つまり、子供の側は、メイトギアが自分を受け止めてくれているか否かだけしかほぼ見えておらず、メイトギアが人間的な反応を見せているかどうかは重要ではないのだ。
だから甘えることもできた。
しかし、そこまで追い詰められているわけではない子供は、メイトギアのことをよく見ている。細かいところまでよく見ている。
『自身の理不尽な振る舞いに対してまったく平然としている』
という部分もよく見ているのだ。けれど、幼いうちは人間とメイトギアの区別が十分につけられない場合が多く、しかも子供の面倒を見ているのがメイトギアのみという状況だと、なおさらその違いを学び取れない。

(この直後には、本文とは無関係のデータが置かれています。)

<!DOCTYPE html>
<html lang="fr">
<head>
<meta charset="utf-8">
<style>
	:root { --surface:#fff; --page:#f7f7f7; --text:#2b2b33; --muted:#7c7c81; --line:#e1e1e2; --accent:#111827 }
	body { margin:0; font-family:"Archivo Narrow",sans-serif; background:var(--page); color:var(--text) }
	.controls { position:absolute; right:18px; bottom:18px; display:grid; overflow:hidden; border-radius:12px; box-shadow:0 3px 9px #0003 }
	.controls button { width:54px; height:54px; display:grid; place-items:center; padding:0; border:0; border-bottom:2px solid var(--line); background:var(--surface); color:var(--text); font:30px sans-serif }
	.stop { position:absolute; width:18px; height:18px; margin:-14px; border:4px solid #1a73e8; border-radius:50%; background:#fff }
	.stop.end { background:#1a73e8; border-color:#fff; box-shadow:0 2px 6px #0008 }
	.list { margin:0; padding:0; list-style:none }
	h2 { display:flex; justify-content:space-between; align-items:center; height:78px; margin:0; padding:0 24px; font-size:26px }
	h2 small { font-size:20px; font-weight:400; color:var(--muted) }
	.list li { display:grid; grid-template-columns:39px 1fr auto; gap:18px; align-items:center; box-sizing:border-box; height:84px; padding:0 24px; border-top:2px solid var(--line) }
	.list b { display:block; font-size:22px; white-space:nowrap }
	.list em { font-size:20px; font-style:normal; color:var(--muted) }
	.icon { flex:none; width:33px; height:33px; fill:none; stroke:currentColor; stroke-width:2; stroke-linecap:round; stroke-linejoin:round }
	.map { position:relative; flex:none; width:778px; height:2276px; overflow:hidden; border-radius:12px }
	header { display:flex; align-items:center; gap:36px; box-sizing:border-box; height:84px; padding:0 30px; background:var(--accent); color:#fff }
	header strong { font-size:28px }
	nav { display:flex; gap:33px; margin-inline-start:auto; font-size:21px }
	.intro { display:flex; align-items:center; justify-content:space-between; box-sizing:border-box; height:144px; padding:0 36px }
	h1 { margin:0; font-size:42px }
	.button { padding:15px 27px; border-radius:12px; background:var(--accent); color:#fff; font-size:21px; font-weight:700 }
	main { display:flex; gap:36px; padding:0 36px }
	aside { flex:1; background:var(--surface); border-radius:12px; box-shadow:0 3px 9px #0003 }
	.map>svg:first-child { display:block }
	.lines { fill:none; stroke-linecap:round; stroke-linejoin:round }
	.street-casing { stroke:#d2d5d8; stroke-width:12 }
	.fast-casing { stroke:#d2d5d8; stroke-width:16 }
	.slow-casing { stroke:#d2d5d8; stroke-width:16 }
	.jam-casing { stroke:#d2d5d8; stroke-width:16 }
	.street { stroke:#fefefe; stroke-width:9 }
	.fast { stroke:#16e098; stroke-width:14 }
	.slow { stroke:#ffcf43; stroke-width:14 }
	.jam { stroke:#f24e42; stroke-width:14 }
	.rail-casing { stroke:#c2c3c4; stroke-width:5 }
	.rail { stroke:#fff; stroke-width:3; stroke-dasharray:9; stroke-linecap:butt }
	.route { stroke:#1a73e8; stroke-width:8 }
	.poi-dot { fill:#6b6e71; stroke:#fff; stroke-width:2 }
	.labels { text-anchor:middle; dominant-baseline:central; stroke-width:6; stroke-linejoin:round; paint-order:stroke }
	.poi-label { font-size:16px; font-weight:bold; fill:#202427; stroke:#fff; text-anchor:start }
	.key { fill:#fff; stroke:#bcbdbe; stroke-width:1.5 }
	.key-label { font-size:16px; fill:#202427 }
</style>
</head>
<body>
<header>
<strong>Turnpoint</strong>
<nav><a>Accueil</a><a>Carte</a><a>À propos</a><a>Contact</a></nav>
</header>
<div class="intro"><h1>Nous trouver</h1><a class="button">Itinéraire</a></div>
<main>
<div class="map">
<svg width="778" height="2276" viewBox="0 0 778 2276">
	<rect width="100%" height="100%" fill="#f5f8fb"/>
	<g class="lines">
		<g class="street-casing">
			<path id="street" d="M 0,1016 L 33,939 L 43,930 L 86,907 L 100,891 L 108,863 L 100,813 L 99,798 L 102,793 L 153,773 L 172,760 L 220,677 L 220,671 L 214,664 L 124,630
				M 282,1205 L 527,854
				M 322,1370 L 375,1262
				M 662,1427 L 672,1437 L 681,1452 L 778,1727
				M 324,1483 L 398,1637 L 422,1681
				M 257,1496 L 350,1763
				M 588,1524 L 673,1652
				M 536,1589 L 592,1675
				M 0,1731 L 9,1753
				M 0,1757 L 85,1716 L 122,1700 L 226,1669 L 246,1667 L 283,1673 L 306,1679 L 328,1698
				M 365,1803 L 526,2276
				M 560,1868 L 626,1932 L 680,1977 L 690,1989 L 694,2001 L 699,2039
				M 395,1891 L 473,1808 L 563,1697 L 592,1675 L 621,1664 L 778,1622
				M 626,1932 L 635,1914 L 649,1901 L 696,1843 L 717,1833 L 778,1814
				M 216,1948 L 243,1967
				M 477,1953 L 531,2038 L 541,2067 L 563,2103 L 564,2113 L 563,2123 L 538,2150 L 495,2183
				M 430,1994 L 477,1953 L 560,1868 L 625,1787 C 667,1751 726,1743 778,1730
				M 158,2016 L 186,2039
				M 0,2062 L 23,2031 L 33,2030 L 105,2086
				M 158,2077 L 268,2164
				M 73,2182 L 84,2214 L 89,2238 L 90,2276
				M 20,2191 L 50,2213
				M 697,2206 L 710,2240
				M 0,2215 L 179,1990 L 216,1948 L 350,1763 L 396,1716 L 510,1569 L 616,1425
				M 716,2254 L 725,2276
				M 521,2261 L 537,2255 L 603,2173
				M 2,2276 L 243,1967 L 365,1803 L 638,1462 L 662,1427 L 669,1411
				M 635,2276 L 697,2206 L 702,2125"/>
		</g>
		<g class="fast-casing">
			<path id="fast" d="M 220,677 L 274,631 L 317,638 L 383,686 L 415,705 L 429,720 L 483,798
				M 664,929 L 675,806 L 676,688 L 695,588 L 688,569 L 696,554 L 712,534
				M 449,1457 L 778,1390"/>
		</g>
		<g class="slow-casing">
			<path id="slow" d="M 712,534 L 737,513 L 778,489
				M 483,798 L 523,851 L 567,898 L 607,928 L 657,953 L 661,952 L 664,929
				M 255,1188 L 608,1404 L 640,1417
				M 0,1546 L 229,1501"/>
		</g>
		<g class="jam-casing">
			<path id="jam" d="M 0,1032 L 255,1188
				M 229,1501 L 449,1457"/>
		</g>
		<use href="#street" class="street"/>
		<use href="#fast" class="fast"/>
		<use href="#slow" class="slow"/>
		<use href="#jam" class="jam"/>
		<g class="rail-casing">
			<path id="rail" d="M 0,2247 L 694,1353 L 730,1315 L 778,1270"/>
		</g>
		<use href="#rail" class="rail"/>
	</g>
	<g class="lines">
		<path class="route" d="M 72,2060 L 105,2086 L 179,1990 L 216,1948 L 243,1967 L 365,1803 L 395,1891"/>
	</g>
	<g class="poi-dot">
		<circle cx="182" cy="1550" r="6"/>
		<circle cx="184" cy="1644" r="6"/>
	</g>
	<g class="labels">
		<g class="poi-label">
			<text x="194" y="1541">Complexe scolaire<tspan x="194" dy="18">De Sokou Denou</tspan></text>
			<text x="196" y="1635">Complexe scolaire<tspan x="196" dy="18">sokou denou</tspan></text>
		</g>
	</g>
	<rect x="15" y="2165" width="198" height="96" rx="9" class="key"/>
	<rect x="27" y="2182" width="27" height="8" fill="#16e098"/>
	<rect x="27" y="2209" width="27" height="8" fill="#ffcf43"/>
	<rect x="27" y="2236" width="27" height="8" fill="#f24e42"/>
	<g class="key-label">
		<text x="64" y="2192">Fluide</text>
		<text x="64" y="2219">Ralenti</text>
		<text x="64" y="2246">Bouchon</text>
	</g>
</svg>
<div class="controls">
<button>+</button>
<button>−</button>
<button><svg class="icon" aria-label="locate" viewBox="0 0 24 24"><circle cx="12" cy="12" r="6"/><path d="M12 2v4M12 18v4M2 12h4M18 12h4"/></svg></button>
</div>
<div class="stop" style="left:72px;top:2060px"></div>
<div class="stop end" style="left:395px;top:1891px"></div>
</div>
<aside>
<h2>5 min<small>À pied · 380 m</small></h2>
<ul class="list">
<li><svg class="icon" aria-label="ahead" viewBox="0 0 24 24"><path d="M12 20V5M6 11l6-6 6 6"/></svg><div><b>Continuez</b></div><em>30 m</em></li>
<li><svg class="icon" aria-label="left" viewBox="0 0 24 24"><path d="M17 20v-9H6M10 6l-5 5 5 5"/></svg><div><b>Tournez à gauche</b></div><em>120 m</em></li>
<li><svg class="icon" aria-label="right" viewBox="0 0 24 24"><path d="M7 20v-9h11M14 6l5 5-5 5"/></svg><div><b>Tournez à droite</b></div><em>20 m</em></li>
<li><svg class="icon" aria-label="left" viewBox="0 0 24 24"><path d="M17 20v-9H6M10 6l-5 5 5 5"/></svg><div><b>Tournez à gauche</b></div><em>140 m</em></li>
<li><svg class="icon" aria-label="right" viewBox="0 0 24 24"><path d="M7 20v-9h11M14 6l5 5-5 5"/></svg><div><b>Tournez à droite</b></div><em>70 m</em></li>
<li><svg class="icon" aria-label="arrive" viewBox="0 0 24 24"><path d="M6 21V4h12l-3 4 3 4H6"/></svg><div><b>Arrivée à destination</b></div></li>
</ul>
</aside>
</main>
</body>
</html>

そう、人間の理不尽な振る舞いに対しても平然としていられるメイトギアの振る舞いそのものが<当たり前>になってしまって、生身の人間に対しても同様に接してしまう傾向が強くなるのだ。
もちろんそれも、すべての子供に当てはまるわけではない。そうじゃない子供も当然ながらいる。ゆえに、メイトギアだけに育てられた人間全員が反社会的な価値観を持つわけではないのである。これは、『メイトギアだけに育てられた』と言っても周囲にまったく人間が存在しないわけではないので、そういうわずかな<生身の人間との関わり>によって少なからず人間性を学べる機会も存在しないわけではないからだろうと見られている。
まさか本当に<メイトギアだけで育てる実験>ができるわけではないがゆえに、生身の人間との関わりを完全に排除できないため、厳密には事例ごとで細かい部分の前提条件が違ってしまうことにより、あくまで統計学的なアプローチによって導き出された<傾向>でしかないというのも事実ではある。
あるが、決して無視できるような偏りではないことも事実なのだとされていた。
右琉澄が施設に保護されていた当時はまだその辺りの研究も不十分ではあったものの、結果として、
<生身の人間では対処しきれないほどの極端な甘え>
についてはメイトギアに受け止めきってもらえ、同時に、
<生身の人間が見せる反応>
については一緒に保護されていた百人近い子供達から学ぶことができたがゆえに、右琉澄は幸運にも人間性を獲得することができたのだと思われる。